As Lam herself admits, her Chinese side has largely steered her artistry. ("I find myself drawn much more to stories from Chinese history than the Boston Tea Party or the American Civil War," she says.) That may partly be the "James Joyce factor," since the novelist claimed he was never more Irish than when he lived in Paris. But Lam, in fact, has such a thorough Hong Kong profile that her life story could be approved by the city's Legislative Council.
The daughter of a small-businessman father and a financier mother, Lam relocated with her family from Hong Kong to southern California after 1989, returning to the territory shortly before the handover to China. After her undergraduate studies at the HK Academy of Performing Arts, the overachiever left to pursue two master's degrees at Baltimore's Peabody Conservatory and is currently a doctoral candidate at Peabody and an artist diploma candidate at Yale University.
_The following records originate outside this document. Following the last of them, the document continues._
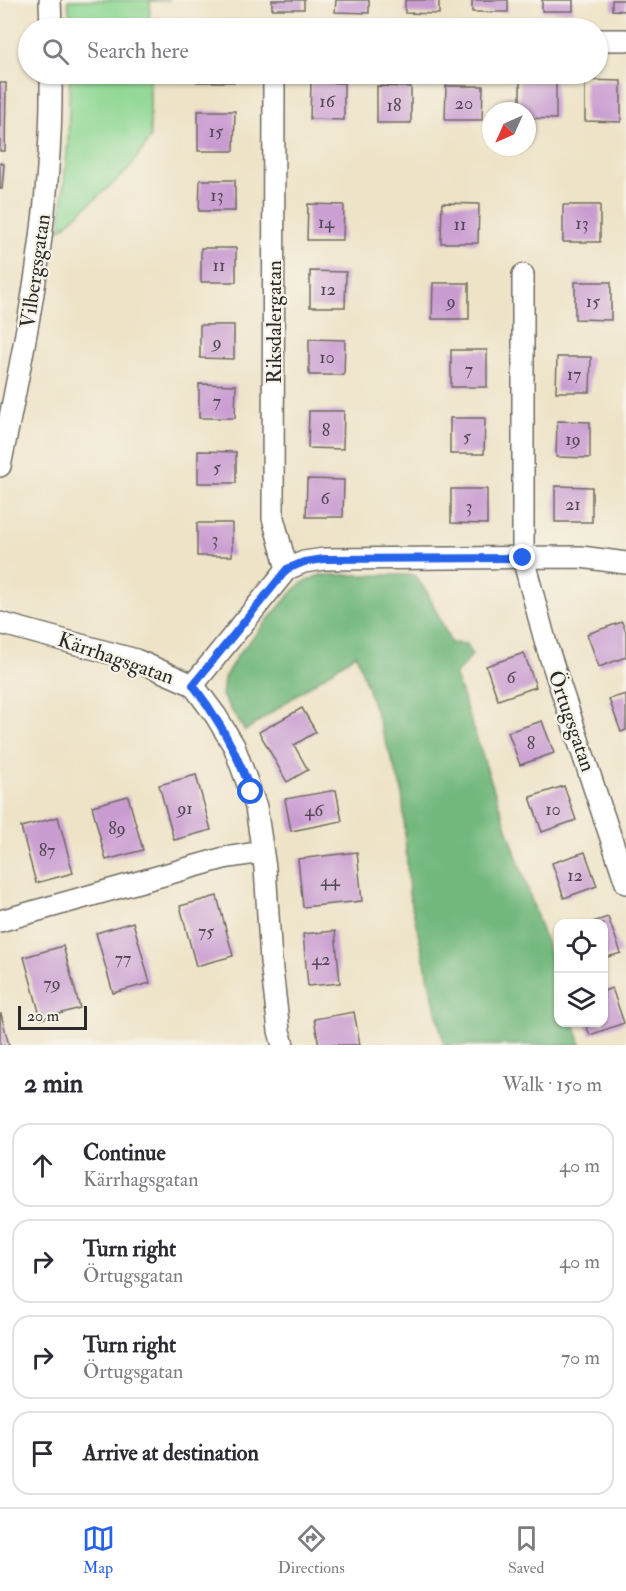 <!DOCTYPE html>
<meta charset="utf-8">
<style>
:root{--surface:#fff;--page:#f7f7f7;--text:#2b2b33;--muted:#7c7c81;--line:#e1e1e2;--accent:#2563eb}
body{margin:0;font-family:"IM FELL Double Pica",serif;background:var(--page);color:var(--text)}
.controls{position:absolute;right:18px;bottom:18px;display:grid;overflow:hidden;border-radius:12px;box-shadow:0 2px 4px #0004}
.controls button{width:54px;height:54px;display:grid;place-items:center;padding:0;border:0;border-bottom:2px solid var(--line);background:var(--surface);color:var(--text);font:30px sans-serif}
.compass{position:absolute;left:482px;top:102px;width:54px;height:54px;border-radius:50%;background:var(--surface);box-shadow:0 2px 4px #0004;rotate:225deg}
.scale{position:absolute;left:18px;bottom:15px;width:69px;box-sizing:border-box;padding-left:6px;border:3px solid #2b2b2b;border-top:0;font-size:16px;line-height:21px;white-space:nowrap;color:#2b2b2b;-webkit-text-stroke:4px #f7f3e8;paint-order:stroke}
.stop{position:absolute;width:18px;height:18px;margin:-14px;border:4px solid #2563eb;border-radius:50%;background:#fff}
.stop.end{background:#2563eb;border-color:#fff;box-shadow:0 2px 6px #0008}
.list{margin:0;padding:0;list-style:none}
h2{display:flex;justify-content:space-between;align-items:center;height:78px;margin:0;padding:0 24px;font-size:26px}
h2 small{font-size:20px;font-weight:400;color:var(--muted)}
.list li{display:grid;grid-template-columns:39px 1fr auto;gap:18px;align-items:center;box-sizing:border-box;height:84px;margin:0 12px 12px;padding:0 12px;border:2px solid var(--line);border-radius:18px}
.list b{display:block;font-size:22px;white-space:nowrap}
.list p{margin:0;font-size:20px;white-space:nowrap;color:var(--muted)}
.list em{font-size:20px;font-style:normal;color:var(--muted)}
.icon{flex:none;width:33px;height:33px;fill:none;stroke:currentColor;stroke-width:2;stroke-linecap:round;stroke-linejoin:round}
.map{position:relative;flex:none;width:626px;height:1045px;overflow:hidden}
.search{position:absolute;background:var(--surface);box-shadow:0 2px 4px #0004;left:18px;right:18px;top:18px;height:66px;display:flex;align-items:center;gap:15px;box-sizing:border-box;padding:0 21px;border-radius:33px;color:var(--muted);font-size:22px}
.sheet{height:462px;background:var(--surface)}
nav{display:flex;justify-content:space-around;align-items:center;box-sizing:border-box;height:84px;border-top:2px solid var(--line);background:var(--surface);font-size:16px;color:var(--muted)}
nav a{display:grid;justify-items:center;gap:3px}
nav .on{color:var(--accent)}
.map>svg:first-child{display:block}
.green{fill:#8ed793;stroke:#5c815f;stroke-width:1.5}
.forest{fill:#72b87d;stroke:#4e7254;stroke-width:1.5}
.building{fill:#c99cd1}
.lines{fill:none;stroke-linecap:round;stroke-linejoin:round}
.street-casing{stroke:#6f6b62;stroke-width:24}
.street{stroke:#fff;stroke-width:21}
.route{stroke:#2563eb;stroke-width:8}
.labels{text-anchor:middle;stroke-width:4.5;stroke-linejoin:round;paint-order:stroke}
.number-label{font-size:18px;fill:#524754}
.street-label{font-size:21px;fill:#2b2b2b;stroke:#f7f3e8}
</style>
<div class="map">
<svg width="626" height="1045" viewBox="0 0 626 1045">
<rect width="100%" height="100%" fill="#f7f3e8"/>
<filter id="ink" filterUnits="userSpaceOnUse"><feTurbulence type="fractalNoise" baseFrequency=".0167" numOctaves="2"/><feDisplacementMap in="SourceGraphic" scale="12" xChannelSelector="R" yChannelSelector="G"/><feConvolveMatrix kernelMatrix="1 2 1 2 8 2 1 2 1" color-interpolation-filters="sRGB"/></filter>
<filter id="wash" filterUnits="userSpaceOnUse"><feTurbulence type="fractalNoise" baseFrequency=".008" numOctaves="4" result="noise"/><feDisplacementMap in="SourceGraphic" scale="24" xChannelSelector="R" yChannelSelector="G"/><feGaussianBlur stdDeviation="1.35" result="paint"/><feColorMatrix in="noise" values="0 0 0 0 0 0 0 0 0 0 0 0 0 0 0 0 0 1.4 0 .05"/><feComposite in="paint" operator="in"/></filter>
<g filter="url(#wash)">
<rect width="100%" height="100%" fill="#eee3c7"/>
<g class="green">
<path d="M68 0H170L150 1 149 28H71Z"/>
<path d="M70 74H150V139L128 170 60 230 68 143Z"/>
</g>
<path class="forest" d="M320 575H414L427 592 451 643 467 644 472 655 455 675 558 978V1023H574L581 1045H444L409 894 402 790 356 654 245 731 222 696 224 678 237 656 286 599 300 584Z"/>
<g id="blocks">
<g class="building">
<rect x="272" y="0" width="32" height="9"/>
<path d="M336 0H369V13L335 12Z"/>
<path d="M405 0H439V14L405 13Z"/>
<rect x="472" y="0" width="36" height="12"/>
<rect x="542" y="0" width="31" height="11"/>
<path d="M612 0H626V11L612 10Z"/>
<rect x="197" y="74" width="37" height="8"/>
<path d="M585 80 621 81V122L585 121Z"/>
<path d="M520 81H556V119L527 118V111H520Z"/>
<path d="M311 82 344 83V120L310 119Z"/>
<path d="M0 83H6L5 151H0Z"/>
<path d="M377 86 411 87V123H377Z"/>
<path d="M446 86H483L482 120H445Z"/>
<path d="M198 111H235L234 151H198Z"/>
<path d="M0 163 4 164 2 189H0Z"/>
<path d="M200 180H235V211H199Z"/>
<path d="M442 203 479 204 478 243H441Z"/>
<path d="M308 204 344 205 343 240H307Z"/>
<rect x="563" y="205" width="37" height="37"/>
<rect x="201" y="248" width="35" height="34"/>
<path d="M310 271 346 272 345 307H310Z"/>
<path d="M575 282H611V320L575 319Z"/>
<path d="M433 283H469V319H432Z"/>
<path d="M200 325H234V359L200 358Z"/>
<path d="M309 339 345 340 344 375H309Z"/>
<rect x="451" y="350" width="36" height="37"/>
<path d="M557 357H591L590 392H556Z"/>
<path d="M199 384 236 385 235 418H199Z"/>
<path d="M309 411H344L343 449 308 448Z"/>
<path d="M450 418H485L484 454H450Z"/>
<path d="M557 421 590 422V458L556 457Z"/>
<path d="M198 451 236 452V483H198Z"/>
<path d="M307 479 344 480 343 517H306Z"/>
<path d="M555 486 592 487V522H555Z"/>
<path d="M451 489H487V524L451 523Z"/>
<rect x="197" y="523" width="35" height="33"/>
<path d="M622 622 626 632V657L599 667 587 634Z"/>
<path d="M524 653 536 687 498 700 486 666Z"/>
<path d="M626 694V730L621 732 609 699Z"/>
<path d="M302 708 316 732 294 745 308 770 287 782 259 732Z"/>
<path d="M542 721 554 753 520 765 508 732Z"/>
<path d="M196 775 211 830 174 840 159 785Z"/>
<path d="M564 786 576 820 542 832 530 797Z"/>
<path d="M336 790 342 821 291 831 285 799Z"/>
<path d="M128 796 143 850 106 860 92 806Z"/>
<path d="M58 817 73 873 36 883 21 827Z"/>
<path d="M357 852 362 901 303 907 298 859Z"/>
<path d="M585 852 597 886 564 898 552 863Z"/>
<path d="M217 896 233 956 196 966 180 906Z"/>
<path d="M608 917 621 953 604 958V924L590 923Z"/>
<path d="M133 922 150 983 113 993 96 933Z"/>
<path d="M335 931 340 983 308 986 303 934Z"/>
<path d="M63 946 80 1008 41 1019 24 957Z"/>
<path d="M612 988 624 1023 590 1035 585 1023H604V991Z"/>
<path d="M354 1012 360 1045H319L314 1019Z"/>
<path d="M0 1014H1L9 1045H0Z"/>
</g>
</g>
</g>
<g filter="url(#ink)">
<use href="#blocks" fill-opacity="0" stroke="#6f6b62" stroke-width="1.5"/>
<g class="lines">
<defs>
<g id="street">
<path d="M50 0 51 28"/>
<path d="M598 40H626"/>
<path d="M274 74 273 518 287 569"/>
<path d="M523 275V558L546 644 626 883"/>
<path d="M0 466C27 337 53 206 51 74"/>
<path d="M0 623 136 660 193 685 216 716 234 746 256 807 265 868 271 961 279 1031 283 1045"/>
<path d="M193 685 287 569 304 562 324 559 581 557 626 563"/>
<path d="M0 921 224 858 262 852"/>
</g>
</defs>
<use href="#street" class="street-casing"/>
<use href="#street" class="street"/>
</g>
</g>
<g class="lines" filter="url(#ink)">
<path class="route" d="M251 792C237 752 219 719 193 685L287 569 304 562 324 559 523 558"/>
</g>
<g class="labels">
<g class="number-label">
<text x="327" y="107">16</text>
<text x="464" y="109">20</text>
<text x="394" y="111">18</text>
<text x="216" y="137">15</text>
<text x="217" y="201">13</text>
<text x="326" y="228">14</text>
<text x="582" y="229">13</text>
<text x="460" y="230">11</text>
<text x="219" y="271">11</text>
<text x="328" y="295">12</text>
<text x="451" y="307">9</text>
<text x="593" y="307">15</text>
<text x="217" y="348">9</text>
<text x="327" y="363">10</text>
<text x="469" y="375">7</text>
<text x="574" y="380">17</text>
<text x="217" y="407">7</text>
<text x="326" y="436">8</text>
<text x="467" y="442">5</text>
<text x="573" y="445">19</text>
<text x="217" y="473">5</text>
<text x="325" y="504">6</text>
<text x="573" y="510">21</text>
<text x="469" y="512">3</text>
<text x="215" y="545">3</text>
<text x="511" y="683">6</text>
<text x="531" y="749">8</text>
<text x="185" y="814">91</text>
<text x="553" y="815">10</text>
<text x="314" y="816">46</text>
<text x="117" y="834">89</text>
<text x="47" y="856">87</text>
<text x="575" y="881">12</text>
<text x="330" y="886">44</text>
<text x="206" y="937">75</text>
<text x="123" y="964">77</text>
<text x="321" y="965">42</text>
<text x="52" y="989">79</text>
</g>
<g class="street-label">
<text transform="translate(35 271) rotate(-82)" y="7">Vilbergsgatan</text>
<text transform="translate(274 322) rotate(-90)" y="7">Riksdalergatan</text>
<text transform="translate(116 658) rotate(19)" y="7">Kärrhagsgatan</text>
<text transform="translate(572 721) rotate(71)" y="7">Örtugsgatan</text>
</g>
</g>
</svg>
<div class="controls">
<button><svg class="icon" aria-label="locate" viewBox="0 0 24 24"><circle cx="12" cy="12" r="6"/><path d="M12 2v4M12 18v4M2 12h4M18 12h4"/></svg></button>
<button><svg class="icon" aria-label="layers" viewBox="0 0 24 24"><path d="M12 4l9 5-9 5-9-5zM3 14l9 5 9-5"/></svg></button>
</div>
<svg class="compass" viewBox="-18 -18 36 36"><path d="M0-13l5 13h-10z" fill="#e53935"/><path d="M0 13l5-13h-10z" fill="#7c7c81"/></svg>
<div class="scale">20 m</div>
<div class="stop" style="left:251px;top:792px"></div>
<div class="stop end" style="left:523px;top:558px"></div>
<div class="search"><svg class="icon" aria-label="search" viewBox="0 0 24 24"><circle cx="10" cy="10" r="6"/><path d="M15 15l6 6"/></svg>Search here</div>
</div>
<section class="sheet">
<h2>2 min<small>Walk · 150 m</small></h2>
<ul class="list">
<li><svg class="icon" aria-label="ahead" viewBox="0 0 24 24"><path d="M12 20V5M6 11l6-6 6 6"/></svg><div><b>Continue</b><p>Kärrhagsgatan</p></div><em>40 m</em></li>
<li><svg class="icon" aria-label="right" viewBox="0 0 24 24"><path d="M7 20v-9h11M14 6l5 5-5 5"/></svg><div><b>Turn right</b><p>Örtugsgatan</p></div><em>40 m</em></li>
<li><svg class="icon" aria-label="right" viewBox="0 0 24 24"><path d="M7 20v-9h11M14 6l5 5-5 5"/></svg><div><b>Turn right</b><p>Örtugsgatan</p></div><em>70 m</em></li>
<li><svg class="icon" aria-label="arrive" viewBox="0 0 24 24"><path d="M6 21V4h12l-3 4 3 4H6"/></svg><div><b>Arrive at destination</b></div></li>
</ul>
</section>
<nav>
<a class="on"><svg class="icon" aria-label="map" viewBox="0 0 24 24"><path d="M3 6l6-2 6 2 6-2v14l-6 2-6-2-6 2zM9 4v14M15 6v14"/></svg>Map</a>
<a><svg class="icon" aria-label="directions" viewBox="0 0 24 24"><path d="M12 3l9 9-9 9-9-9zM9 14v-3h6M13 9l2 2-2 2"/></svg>Directions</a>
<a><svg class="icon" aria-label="saved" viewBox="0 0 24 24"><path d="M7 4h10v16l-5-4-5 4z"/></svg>Saved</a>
</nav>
From where I'm sitting, though—in Ho Man Tin, Kowloon, to be precise, halfway between her father's tropical fish store in Kowloon Tong and her mother's banking firm in the city's Central District—the composer has removed all doubt about which side dominates. When we met for tea last summer in Wan Chai, Lam admitted that she came back to Hong Kong not only to finish composing her piece, but also to have the dress for her Carnegie Hall debut made across the border in Shenzhen, where large numbers of Hong Kong residents regularly seek out bargain goods. My Cantonese mother-in-law would be proud.